Goebbels bu sözleriyle bizi Kemalizm ile taban tabana zıt bir cephenin malı diye gösteriyor ve bizi katiyen yol arkadaşı olmadığımız bir takım memleketlerin yol arkadaşı yapıyor. Almanlarla berrak ve dostça bir münasebet tarzının yolu milli haysiyetimizi kati bir şekilde Almanlara anlatmaktır. Buraya varamamanın yolu da Cumhuriyet gazetesinin yaptığı gibi, Almanların çirkin hareketlerini örtmek ve avukatlık etmektir.

Polemik bu noktadan sonra faşizm tartışmasını bir yana bırakarak sen-ben kavgası haline dönüştü. Ne var ki bu arada Cumhuriyet kendini savunurken düşünce özgürlüğünün sınırlarını zorlamaya da başladı. Örneğin bu polemik sırasında Cumhuriyet’te çıkan şu satırlar olayın geldiği boyutları göstermektedir:

Hitler, Alman camiasını komünizm tehlikesinden kurtarmak için meydana getirmek istediği rejimin esaslarını tasarladığı sıralarda, Kemalizmi uzun uzun tetkik ettiğini söylemiştir. Bunu da başta Goebbels olmak üzere bütün Almanlar bilirler.

Hükümetin rejimin aleyhinde çalışan adamları takip ettiği malumdur. Bize çatan muharrirler gelsinler, şöyle bir hapishaneleri dolaşalım, bakalım faşizm propagandası yap-tığından dolayı tevkif edilmiş bir tek kişi gösterebilirler mi? Fakat biz onların karşılarına düzinelerle komünist çıkaracağız ki birçoklarıyla tokalaştıklarını görmemiz gayri varid değildir.

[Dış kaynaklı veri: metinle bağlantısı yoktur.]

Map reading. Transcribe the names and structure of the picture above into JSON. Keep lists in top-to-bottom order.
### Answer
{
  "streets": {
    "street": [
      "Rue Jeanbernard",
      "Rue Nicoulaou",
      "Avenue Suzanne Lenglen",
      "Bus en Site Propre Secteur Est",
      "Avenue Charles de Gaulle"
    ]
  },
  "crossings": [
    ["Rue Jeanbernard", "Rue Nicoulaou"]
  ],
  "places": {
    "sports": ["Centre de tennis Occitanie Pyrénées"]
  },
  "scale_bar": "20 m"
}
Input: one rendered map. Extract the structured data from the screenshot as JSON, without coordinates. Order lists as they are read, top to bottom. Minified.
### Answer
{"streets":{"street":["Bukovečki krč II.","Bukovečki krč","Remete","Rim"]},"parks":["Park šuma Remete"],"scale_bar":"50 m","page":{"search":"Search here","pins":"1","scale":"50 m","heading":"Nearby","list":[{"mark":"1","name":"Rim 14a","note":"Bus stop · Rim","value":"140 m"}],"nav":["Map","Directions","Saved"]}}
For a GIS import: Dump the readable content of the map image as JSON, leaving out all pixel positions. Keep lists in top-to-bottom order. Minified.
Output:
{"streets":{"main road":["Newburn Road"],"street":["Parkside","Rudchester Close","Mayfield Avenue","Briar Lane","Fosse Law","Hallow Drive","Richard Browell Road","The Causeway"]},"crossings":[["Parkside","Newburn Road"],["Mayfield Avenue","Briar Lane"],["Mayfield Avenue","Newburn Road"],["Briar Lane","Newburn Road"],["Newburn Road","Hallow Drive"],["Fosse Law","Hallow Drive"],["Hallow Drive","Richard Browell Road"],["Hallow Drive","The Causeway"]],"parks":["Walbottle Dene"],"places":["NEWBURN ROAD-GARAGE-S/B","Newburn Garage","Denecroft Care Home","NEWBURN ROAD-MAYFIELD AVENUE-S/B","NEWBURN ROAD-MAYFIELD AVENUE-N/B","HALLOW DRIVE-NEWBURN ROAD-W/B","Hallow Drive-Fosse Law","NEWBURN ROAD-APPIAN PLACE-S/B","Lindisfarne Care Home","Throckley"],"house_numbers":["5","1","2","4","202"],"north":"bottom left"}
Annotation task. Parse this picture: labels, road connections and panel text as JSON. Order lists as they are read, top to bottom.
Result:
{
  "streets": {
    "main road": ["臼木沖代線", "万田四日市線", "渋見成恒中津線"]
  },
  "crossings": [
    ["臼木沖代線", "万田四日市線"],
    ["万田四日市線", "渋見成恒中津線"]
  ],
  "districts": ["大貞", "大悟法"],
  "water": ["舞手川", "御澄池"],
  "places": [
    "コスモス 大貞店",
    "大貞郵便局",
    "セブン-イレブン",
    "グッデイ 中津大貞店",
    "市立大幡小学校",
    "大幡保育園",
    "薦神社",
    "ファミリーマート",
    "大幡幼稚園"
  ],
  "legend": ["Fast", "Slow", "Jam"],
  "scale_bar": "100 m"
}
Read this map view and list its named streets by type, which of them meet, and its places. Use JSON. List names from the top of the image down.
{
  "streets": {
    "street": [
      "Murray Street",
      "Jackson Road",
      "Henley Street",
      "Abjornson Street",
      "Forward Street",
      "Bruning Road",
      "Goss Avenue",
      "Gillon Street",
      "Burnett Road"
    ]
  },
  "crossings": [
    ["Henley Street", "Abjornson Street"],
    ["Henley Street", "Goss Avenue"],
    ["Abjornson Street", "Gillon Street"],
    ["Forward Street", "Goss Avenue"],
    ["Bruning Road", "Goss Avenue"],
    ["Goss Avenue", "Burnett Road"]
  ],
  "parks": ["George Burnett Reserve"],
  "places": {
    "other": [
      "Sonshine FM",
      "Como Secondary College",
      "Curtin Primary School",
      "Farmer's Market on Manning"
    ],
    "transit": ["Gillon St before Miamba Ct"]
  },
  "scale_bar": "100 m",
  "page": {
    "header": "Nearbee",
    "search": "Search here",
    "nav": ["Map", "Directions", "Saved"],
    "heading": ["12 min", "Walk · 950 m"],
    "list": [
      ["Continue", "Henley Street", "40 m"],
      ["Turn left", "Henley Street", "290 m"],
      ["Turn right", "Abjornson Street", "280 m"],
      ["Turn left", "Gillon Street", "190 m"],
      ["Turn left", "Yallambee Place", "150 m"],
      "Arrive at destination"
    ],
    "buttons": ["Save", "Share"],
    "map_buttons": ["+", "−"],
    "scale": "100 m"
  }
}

Tarihi maddecilik hakkında broşür tercüme eden Bayan Sabiha bunu ilim aşkıyla yaptığını söylüyor. Bu nasıl bir ilim aşkıdır ki bayanın çıkardığı ve kitap olduğunu iddia ettiği bütün broşürler hep tarihi maddecilikten, Karl Mark ve Engels’ten bahsetmektedir. Dünyada tarihi maddecilikten başka görüş zaviyesi, Marx’tan başka iktisat üstadı yok mudur? Acaba komünizm propagandası yaptığı için kapatılan Projektör mecmuası da aynı ilim aşkıyla mı çıkmıştır?

Sabiha-Zekeriya SertelBu örneklerden de görüldüğü gibi polemik Cumhuriyet tarafından usta bir manevra ile antikomünist bir mücadele havasına dönüştürülmek istenmiştir. Bundan ürken A. Emin Yalman bu sefer de Yunus Nadi ile ilgili kişisel suçlamalara girişmiş, böylece anti-faşist bir çıkışla başlayan tartışma bireysel ben-senciliğin sergilendiği bir kısır döngü haline gelmiştir. Tartışmanın o günün koşulları açısından istenilmeyen boyutlara ulaştığını gören hükümet her iki tarafı da uyarınca polemik ılımlı bir son veriş yazısıyla II. Dünya Savaşı’nın sonuna ertelenmek üzere adeta bıçakla kesilir gibi durmuştur.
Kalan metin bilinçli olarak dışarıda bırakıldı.